II. Vergunning des Kerkheers tot het zingen der mis van het H. KRUIS.

     Ik Ermbrecht Wtenleen, Canonnick tot Oudemunster Tutrecht ende Cureit (5 [5. Curator of Curio, opzigter der kerspel-kerken.]) in der tyt der kerken van Campen, doe kondt ende kenlick mit desen breue, dat ik, voir my ende voir myn nacoemelingen der kercken van Campen voersz. gegeuen ende verleent hebbe ende geue ende verleene toe ewygen dagen, in die eere gods ende synre gebenedyder moeder maget Marien ende des hillygen Cruces, om toe vermeeren den dienst gods in mynre kerken voirscr. den Eerberen broederscap des hillygen cruces voirsz, dat sie sullen ende moegen laten singen alle vrydage, tot ewygen dagen, eene misse in die eere gods ende des hillygen Crucis voersz. opten hogen altaer in mynre kercken van Campen voersc. voer der tyt, dat men gewoenlick is hoemisse opten altaer voersz. toe singen. Ende soe wes dair dan opten altaer voersz. geoffert sal werden, sullen die broederen van den hillygen cruce voersc. hebben ende kieren toe orber des preesters, die die misse ver-

|pag. 44|

waren sal, ende toe ornamenten, toe kelcken, ende toe orber godes dienste voersc. Ende soe wes hem dan ouerblyft sullen sie geuen den pueren armen om gode. Ende des sullen die broederen voersz. my ende myne nacoemelingen voer mynre kerckenrecht geuen ende betalen alle jare erfflycke ende eewelycke, binnen die vier hillyge dagen nae des hillygen kersdage, vyff pachtponde (6 [6. Een pachtpond of heerenpond deed 14 stuivers.]), alsulckes geldes ende munte, als men in der tyt den heren van den lande mede betaelt. Aengesien oft den hillygen kersdach, off eenich van den hoechtyden onser liever Vrouwen der lieuer moeder godes, alle gods hillygen dach, off alre sielen begengenisse, wan sie op dessen vrydach voersc. coemen, soe sullen die broeders voersc: op den altaer des offers ledig staen.
     Ende want ick her Ermbrecht ende broeder des hillygen cruces voersc: wille, dat alle dese puncten eewichlycke stede ende vaste blyven sullen, soe bidde ick den Eerweerdygen in gode vader, heren ffrederyck van blanckenhem toe Wtrecht, dat hi in die eere godes, Marien synre gebenedyder moeder ende des hillygen cruces voersc. alle desse puncten van synre vaderlycker macht confirmiren ende approbieren wil. In oerkonde der waerheit soe heb ick Ermbrecht voerscr. mynen segel onder an dessen breef doen hangen.
Gegeuen int jaer ons heren m cccc ende xix op sinte poncianus auent.

|pag. 45|

     De confirmatie des bisschops luidt als volgt:
     Frederick van der gracien gods biscop Tutrecht, tot kennisse alre luiden begeren wy toe coemen, dat alle puncten in den breuen, daer dese onse confirmacie-breef doergesteken is, wtgespraken ende narriert, recht ende beteemlycken van onsen consente ordeniert syn, wt sekere wetenheit ratificierende ende approbierende ende vast hebbende ende dieselue met inholden des tegenwoerdygen in die naeme godes mit ons biscops macht confirmieren. Beholtlyck altoes ellick syns rechts, toe tuyge onser breue gegeuen int iaer inc. m cccc xix op ons heren hemeluaerts avent.
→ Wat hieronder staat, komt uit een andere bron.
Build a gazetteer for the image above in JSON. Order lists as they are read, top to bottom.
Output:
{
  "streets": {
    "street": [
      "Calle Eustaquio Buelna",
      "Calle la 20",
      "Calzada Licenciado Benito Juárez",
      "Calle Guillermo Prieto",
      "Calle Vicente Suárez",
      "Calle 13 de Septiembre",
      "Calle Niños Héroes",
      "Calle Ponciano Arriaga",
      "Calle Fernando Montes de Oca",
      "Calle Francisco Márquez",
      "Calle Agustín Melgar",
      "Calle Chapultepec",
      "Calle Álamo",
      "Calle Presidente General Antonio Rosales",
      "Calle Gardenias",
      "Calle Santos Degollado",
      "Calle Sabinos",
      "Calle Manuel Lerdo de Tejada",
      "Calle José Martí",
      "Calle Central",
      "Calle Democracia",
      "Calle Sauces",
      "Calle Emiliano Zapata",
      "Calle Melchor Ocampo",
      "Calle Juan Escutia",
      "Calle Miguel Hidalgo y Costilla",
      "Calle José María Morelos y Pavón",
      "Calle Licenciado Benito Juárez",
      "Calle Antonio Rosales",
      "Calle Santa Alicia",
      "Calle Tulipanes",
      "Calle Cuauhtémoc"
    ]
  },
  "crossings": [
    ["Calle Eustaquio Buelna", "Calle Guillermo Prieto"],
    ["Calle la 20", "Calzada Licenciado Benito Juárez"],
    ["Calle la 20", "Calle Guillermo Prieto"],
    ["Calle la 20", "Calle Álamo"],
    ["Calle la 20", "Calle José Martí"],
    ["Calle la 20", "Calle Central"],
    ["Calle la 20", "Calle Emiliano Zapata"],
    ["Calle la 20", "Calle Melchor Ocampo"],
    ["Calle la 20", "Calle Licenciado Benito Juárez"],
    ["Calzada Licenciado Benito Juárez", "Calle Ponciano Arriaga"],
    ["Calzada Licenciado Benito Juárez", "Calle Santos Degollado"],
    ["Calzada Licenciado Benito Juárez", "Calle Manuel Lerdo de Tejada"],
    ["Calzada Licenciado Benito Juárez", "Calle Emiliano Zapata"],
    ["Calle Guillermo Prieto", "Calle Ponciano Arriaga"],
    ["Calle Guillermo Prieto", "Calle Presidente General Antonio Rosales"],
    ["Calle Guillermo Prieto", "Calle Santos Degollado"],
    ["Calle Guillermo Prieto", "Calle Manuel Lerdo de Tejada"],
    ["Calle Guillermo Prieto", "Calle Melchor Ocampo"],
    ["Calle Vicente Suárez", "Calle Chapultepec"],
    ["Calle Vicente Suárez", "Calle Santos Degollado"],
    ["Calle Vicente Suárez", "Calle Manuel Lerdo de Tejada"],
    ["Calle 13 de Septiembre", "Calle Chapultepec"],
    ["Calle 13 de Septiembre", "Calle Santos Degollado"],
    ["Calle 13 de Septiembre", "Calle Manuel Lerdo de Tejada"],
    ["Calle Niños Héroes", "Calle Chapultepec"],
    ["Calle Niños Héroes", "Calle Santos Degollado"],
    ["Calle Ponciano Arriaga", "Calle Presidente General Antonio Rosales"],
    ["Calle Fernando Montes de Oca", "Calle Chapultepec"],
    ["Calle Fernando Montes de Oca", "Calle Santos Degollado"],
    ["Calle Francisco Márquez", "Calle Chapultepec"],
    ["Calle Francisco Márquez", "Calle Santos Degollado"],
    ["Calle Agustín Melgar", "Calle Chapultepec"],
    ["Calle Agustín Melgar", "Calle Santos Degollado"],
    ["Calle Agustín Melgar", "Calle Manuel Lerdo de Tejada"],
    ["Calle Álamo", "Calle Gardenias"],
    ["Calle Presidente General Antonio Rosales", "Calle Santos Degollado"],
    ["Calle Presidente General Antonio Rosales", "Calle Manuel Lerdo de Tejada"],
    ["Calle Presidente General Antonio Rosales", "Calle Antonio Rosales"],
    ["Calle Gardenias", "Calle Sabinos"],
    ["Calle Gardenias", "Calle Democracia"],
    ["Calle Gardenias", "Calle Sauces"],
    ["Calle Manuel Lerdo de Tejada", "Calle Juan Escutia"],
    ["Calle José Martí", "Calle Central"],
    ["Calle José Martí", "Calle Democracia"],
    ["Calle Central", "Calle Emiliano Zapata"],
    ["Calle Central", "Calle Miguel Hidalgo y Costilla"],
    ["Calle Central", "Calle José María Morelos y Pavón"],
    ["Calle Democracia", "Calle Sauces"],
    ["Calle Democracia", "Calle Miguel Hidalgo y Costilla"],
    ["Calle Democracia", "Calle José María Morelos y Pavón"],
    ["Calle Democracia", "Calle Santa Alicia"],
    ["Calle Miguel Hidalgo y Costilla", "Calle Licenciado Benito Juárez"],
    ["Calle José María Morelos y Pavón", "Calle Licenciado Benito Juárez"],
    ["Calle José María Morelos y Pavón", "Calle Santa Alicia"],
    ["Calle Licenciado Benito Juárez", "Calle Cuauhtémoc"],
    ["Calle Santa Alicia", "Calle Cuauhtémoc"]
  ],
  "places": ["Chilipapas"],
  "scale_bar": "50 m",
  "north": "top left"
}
III. Aanbeveling en Aflaat van Bisschop FREDERIK VAN BLANKENHEIM.

     Frederik van Blankenhem by der gracien gods Biscop tot Wtrecht, allen ende een ygelick Christen menschen ewyge salicheit in gode: want dan onse here, van wes gaven dat coemt, dat men hem van syn geloeuygen weerdelycken ende louelicken dient, voele meer gift dan sie moegen verdienen. Niet toemin Wy begerende dat volck gode bequaem toe maeken ende guede wercken toe volgen, die selue geloeuygen hem toe dienen soe veer wy konnen ende moegen, geerne daertoe noeden mit aflate ende vergiffenisse, opdat sie daer van bequamer moegen worden totter godlycker gracien. Want dan, als wy verstaen hebben, voele persoenen beyde mannen ende wyuen wth deuocien ende innicheit tot love ende glorie des almachtygen gods, der alre salichster jonck-

|pag. 46|

frouwen marien synre moeder, ende in die eere sanct Nycolaes des biscops, ende oeck in vermeeringe goedes dienstes geordeniert hebben, by consent wilner heren Eremberti Wtenleen, cureit van der parochiekerken sanct nycolaes onser stat Campen onses gestichtes: doer tiaer alle vrydage ene hoechlycke misse van den hillygeu cruce opten hogen altaer voer dat gebenedyde holt des levendygen crucis Christi, eerlycken bewaert in een sylveren vergulden cruce. Ende dat die voerscr. persoenen in der tyt, als men die voerscr. misse celebriert, plegen toe setten dat bilde ons heren Jesu Christi gecruist voert choer int middel van derseluer kercken, opdat die herten der geloeuygen verwecket moegen worden innichlycker toe bidden. Ende dat daeromme die persoenen wt innyger andacht een broederscap gemaeckt hebben, die sie aldaer heeten: die broederscap des hillygen cruces, Wy sulck guet opsaet seer in goede loeuende, allen geloeuygen menschen, die in dese broederscap is, ende als men die misse celebriert ende totten ornamenten, clenoden off totten lichten off tot allen anderen dingen, die dienen totten dienst gods in desen broederscap, syn goedertieren handen reyckede, soe vaeke als sie dat doen, betrouwende van die barmherticheit des almachtygen gods ende der hillyger Apostelen peter ende pauwel ende in die macht des hillygen biscops sancte Marten ons patroens, xl daghe aflaets verlichten Wy barmhertelicken in gode van penitencie, die hem gesat is. Ende alle aflaten der kercken van Campen ende der voerscr. broederscap, hier beuoerens gegeuen, approbieren Wij

|pag. 47|

ende vestygen mit desen tegenwoerdygen scriften.
In een tuich deser onser breue, die wy scarpelycken verbieden vermits dessenen wt onser kercken toe senden. Gegeuen tot Wtrecht onder on-onsen segel ten saecken. Int jaer ons heren m cccc xix op sancte Matheusdach des hillygen Apostel ende Euangelisten.

_______

     Deze aanbevelingsbrieven hadden op de harten der memorie-broeders eenen beduidenden invloed; derzelver milde giften en bijdragen werden inzonderheid aangewend ter vermeerdering der missen en kerkdiensten van het hoogaltaar voor het koor, zoodat uit de vicarij van het H. KRUIS, in de 16de eeuw, onderhoud gegeven werd aan twee bedienaren, door den raad benoemd, welken de pligt was opgelegd, om elke veertien dagen tien kerkdiensten te verrigten; namelijk de een drie, de ander zeven.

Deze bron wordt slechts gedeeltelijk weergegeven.